Recently, several groups have produced ultra-sensitive assays for the detection of various protein biomarkers. Notable works have utilized electrochemical microfluidic arrays13, electrochemical immunosensors with gold nanoparticles functionalized with magnetic multi-walled carbon nanotubes14 and novel laser-induced fluorescence systems15 to detect cancer biomarkers. Although these reports advanced the field of ultra-sensitive biomarker detection, many of them require complicated assay set-ups, lengthy preparation, or are potentially subject to sensor fouling.

SiMoA has been previously implemented in studies for monitoring recurrence of prostate cancer after radical prostatectomy16, as well as tumor necrosis factor-alpha (TNF-α) and interleukin 6 (IL-6) for monitoring therapeutic efficacy in Crohn’s disease17. Importantly, recent work by Warren et al. describes the use of SiMoA to noninvasively discriminate between mice with and without thrombosis by detecting microdosed disease-tailored nanoparticles at ultra-low levels18. SiMoA represents an already commercialized method that is simple, straightforward and can be performed in a fully automated instrument in a few hours with minimal preparation. These attributes make SiMoA an ideal tool for implementation in clinical settings.

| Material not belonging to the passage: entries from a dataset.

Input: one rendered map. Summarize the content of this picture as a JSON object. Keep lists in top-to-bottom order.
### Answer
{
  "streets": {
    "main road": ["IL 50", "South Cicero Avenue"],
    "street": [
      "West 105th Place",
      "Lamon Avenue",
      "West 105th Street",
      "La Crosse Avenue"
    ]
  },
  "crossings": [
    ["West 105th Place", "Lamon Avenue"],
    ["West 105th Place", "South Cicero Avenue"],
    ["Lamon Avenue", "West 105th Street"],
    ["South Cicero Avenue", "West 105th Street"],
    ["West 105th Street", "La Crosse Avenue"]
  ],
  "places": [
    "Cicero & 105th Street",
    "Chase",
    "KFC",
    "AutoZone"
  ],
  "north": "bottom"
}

We chose to use PSA as a cancer biomarker for a proof-of-concept study for early cancer detection due to the extremely sensitive SiMoA LOD and its high reproducibility. This work describes the use of a prostate cancer cell line to create a novel murine xenograft model to monitor tumor formation in mice. Since the only source of human PSA within the mouse model are the human cells that are injected and then replicated in the mouse, the concentration of PSA in the mouse’s bloodstream should correspond to the number of tumor cells that may ultimately form tumors. We demonstrate that due to its high sensitivity, SiMoA can be used to detect the presence of nascent tumors at a much earlier stage than is possible with any other protein assay. Although this work is demonstrated with PSA, it should be applicable to any biomarker associated with tumor growth that is found in the blood.

Results

Mouse Model Design

Our goal was to create a mouse model for prostate cancer and to track the progression of serum PSA concentration using SiMoA technology prior to the formation of palpable tumors. Cell line-based mouse xenografts are commonly used in cancer research and are employed in this study using LNCaP cells. LNCaP cells are an epithelial cell line that originated from a metastatic lesion of a human prostatic adenocarcinoma and are commonly used in prostate cancer research. The doubling time for this cell line in vitro is approximately 60 hours19.

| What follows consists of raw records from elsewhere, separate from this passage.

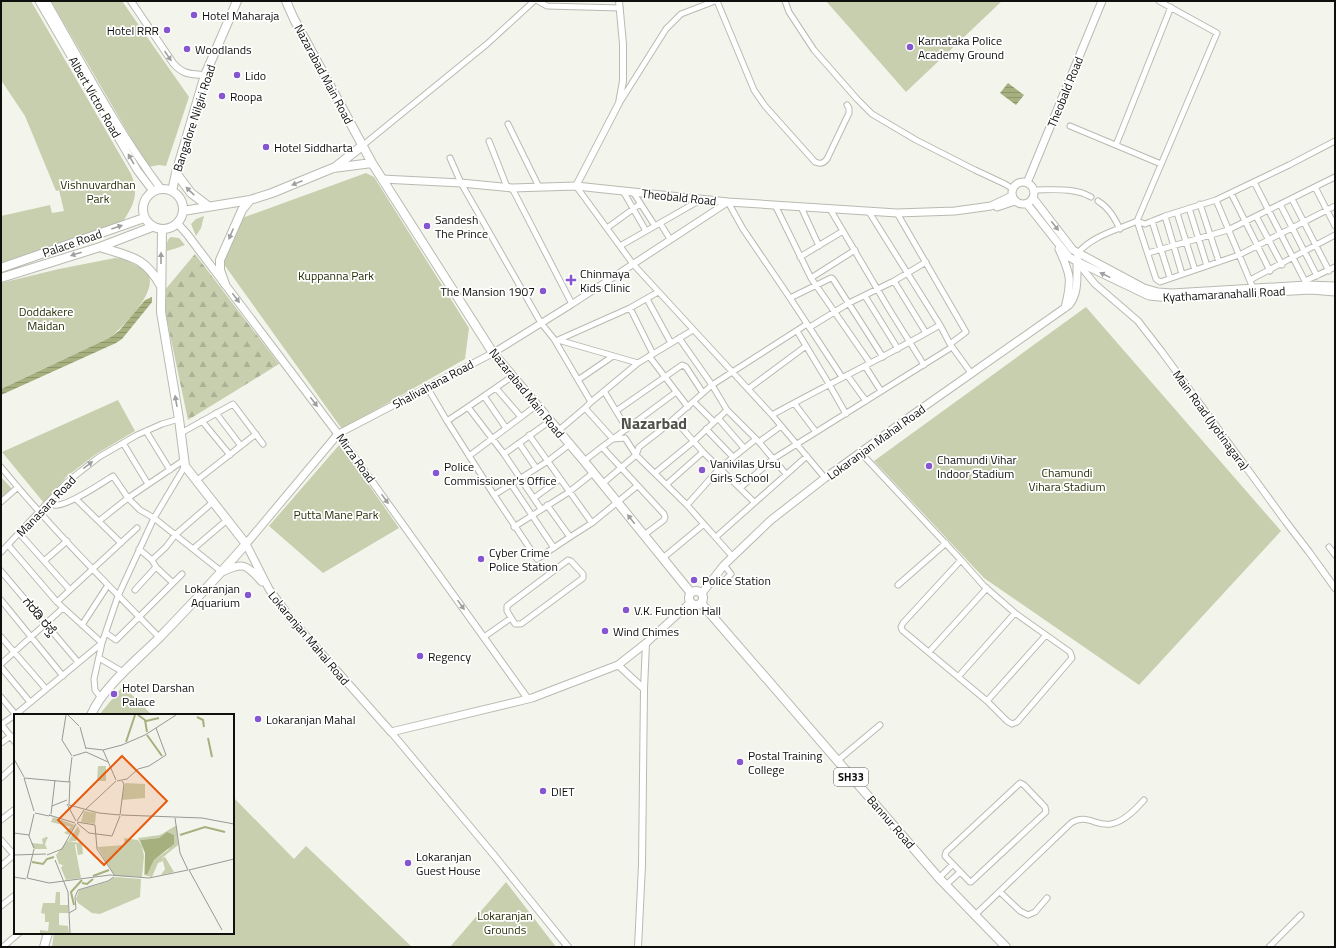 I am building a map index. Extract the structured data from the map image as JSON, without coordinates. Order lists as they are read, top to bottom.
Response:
{
  "streets": {
    "main road": [
      "Nazarabad Main Road",
      "Theobald Road",
      "Albert Victor Road",
      "Bangalore Nilgiri Road",
      "Palace Road",
      "Kyathamaranahalli Road",
      "Shalivahana Road",
      "Lokaranjan Mahal Road",
      "Mirza Road",
      "SH33",
      "Bannur Road"
    ],
    "street": ["Main Road (Jyotinagara)", "Manasara Road", "ಗರಡಿ ರಸ್ತೆ"]
  },
  "crossings": [
    ["Nazarabad Main Road", "Theobald Road"],
    ["Nazarabad Main Road", "Shalivahana Road"],
    ["Nazarabad Main Road", "Lokaranjan Mahal Road"],
    ["Nazarabad Main Road", "Bannur Road"],
    ["Theobald Road", "Kyathamaranahalli Road"],
    ["Theobald Road", "Shalivahana Road"],
    ["Albert Victor Road", "Bangalore Nilgiri Road"],
    ["Albert Victor Road", "Palace Road"],
    ["Albert Victor Road", "Lokaranjan Mahal Road"],
    ["Albert Victor Road", "Mirza Road"],
    ["Bangalore Nilgiri Road", "Palace Road"],
    ["Bangalore Nilgiri Road", "Lokaranjan Mahal Road"],
    ["Bangalore Nilgiri Road", "Mirza Road"],
    ["Palace Road", "Lokaranjan Mahal Road"],
    ["Palace Road", "Mirza Road"],
    ["Kyathamaranahalli Road", "Main Road (Jyotinagara)"],
    ["Kyathamaranahalli Road", "Lokaranjan Mahal Road"],
    ["Shalivahana Road", "Lokaranjan Mahal Road"],
    ["Shalivahana Road", "Mirza Road"],
    ["Main Road (Jyotinagara)", "Lokaranjan Mahal Road"],
    ["Lokaranjan Mahal Road", "Mirza Road"],
    ["Lokaranjan Mahal Road", "Manasara Road"],
    ["Lokaranjan Mahal Road", "Bannur Road"]
  ],
  "one_way": ["Mirza Road", "Manasara Road"],
  "districts": ["Nazarbad"],
  "parks": [
    "Vishnuvardhan Park",
    "Kuppanna Park",
    "Doddakere Maidan",
    "Chamundi Vihara Stadium",
    "Putta Mane Park",
    "Lokaranjan Grounds"
  ],
  "places": {
    "other": [
      "Hotel Maharaja",
      "Hotel RRR",
      "Karnataka Police Academy Ground",
      "Woodlands",
      "Lido",
      "Roopa",
      "Hotel Siddharta",
      "Sandesh The Prince",
      "The Mansion 1907",
      "Chamundi Vihar Indoor Stadium",
      "Vanivilas Ursu Girls School",
      "Police Commissioner's Office",
      "Cyber Crime Police Station",
      "Police Station",
      "Lokaranjan Aquarium",
      "V.K. Function Hall",
      "Wind Chimes",
      "Regency",
      "Hotel Darshan Palace",
      "Lokaranjan Mahal",
      "Postal Training College",
      "DIET",
      "Lokaranjan Guest House"
    ],
    "health": ["Chinmaya Kids Clinic"]
  }
} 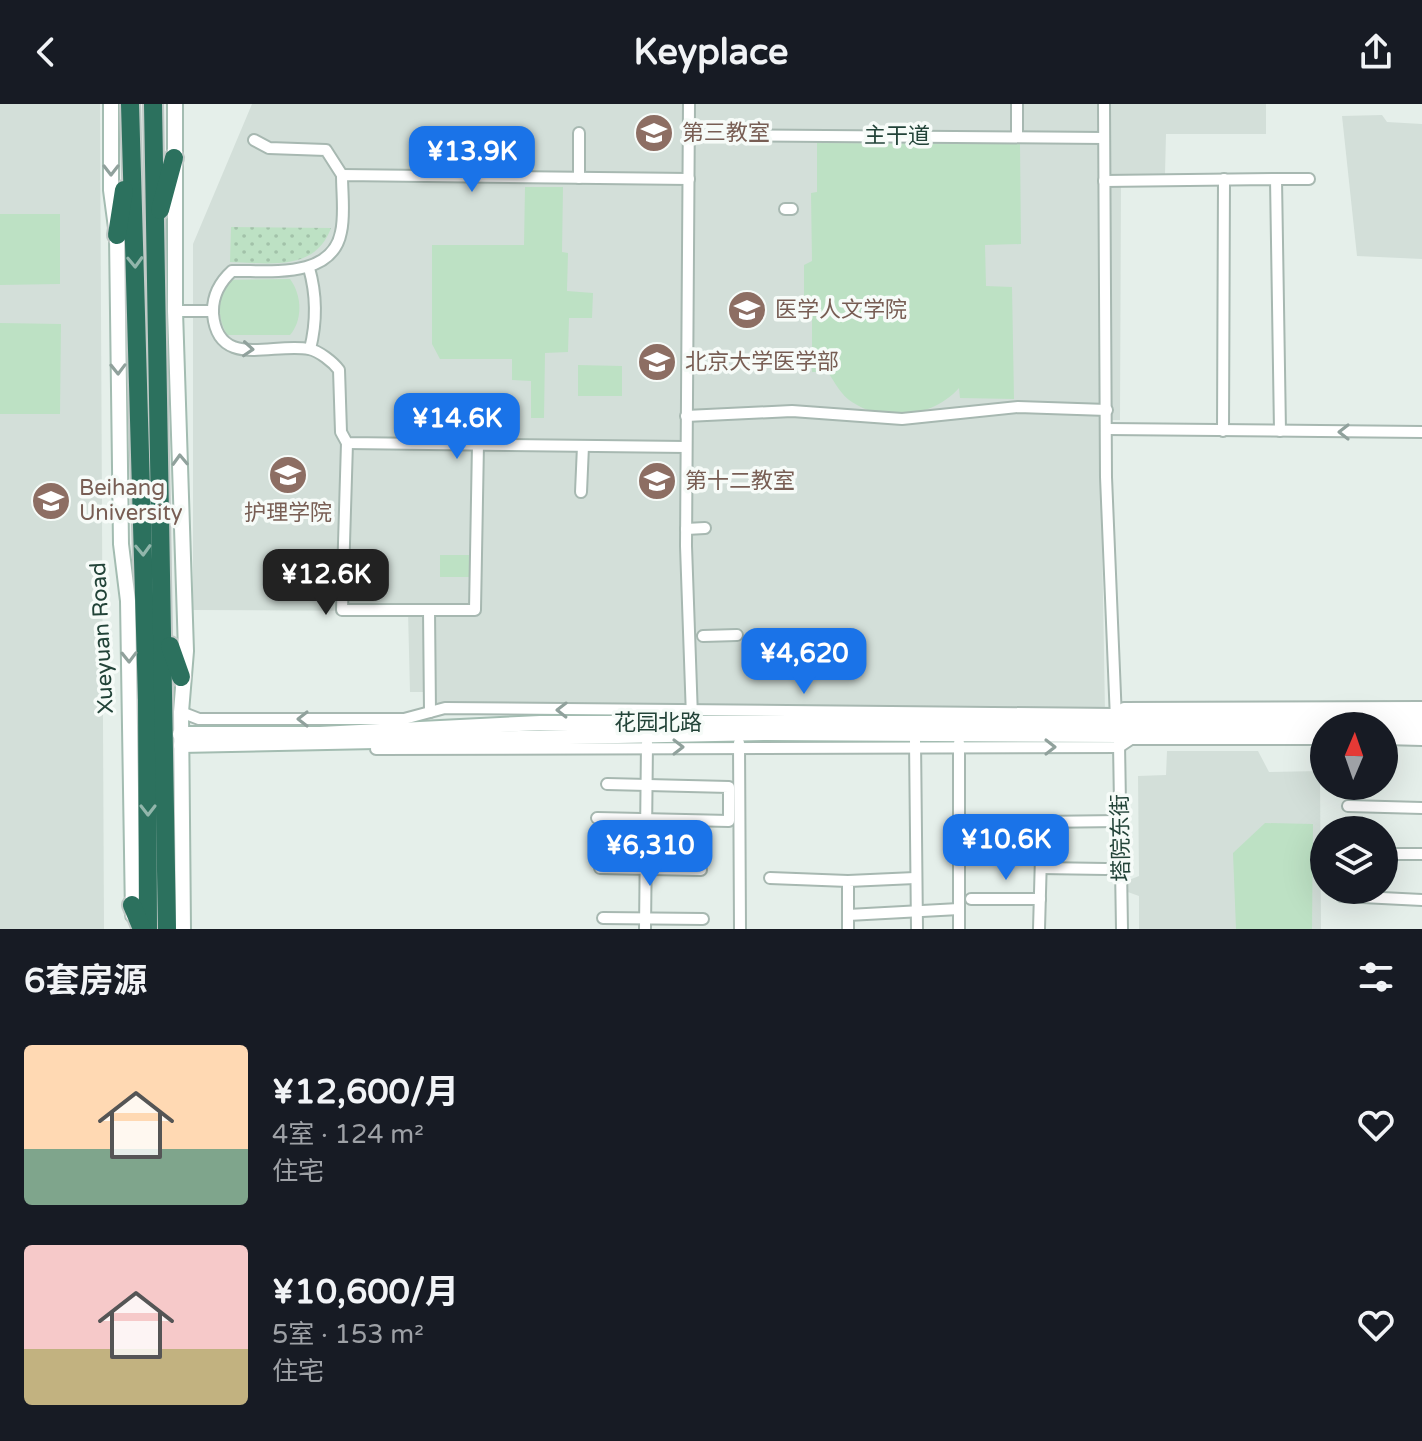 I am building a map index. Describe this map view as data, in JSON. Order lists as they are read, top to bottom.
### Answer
{
  "streets": {
    "highway": ["Xueyuan Road"],
    "street": ["主干道", "花园北路", "塔院东街"]
  },
  "crossings": [
    ["主干道", "塔院东街"],
    ["花园北路", "塔院东街"]
  ],
  "places": {
    "school or university": [
      "第三教室",
      "医学人文学院",
      "北京大学医学部",
      "护理学院",
      "第十二教室",
      "Beihang University"
    ]
  },
  "north": "top",
  "page": {
    "header": "Keyplace",
    "price": [
      "¥13.9K",
      "¥14.6K",
      "¥12.6K",
      "¥4,620",
      "¥10.6K",
      "¥6,310"
    ],
    "heading": "6套房源",
    "list": [
      {
        "name": "¥12,600/月",
        "note": "4室 · 124 m² · 住宅"
      },
      {
        "name": "¥10,600/月",
        "note": "5室 · 153 m² · 住宅"
      }
    ]
  }
}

Previous studies have demonstrated that upon inoculation of three million LNCaP cells, tumors will form in male immunocompromised mice within eight weeks19. Building on this work, initial experiments were performed to determine a baseline level of PSA in the serum of mice inoculated with typical concentrations of LNCaP cells. In the first study, two mice were inoculated with 4 × 106 LNCaP cells and terminal bleeds were collected after four weeks. At end stage, tumors from these mice measured about 10 mm in diameter (data not shown). Serum PSA concentrations were extremely high, measuring approximately 30,000 and 78,000 pg/mL for each mouse (Supplementary Fig. 1). These values are significantly higher than the LOD of SiMoA and of traditional ELISA PSA assays.

Since inoculating mice with 4 × 106 LNCaP cells led to serum PSA concentrations that were well above the range of SiMoA, the number of cells used for inoculation was reduced. Consequently, 19 male NOD/SCID mice were inoculated with 1 × 106 LNCaP cells subcutaneously to test how early SiMoA could detect PSA within the serum. Terminal bleeds were taken daily for 19 days, beginning the day after inoculation. It is important to note that only a single measurement could be obtained from each mouse due to the volume of blood required to perform the analysis; therefore, the data presented here are from three different mice at each time point. Although several measurements were below the detection limit, PSA was detected in the serum of one mouse after only three days (see Supplementary Fig. 2). A general trend of increasing PSA concentration over the 19 days was observed and all values were below the detection limit of standard ELISA. Ultra-sensitive ELISA was able to detect PSA in samples from days 12 and 16-19. None of the mice in this study developed tumors; however, the study only spanned three weeks.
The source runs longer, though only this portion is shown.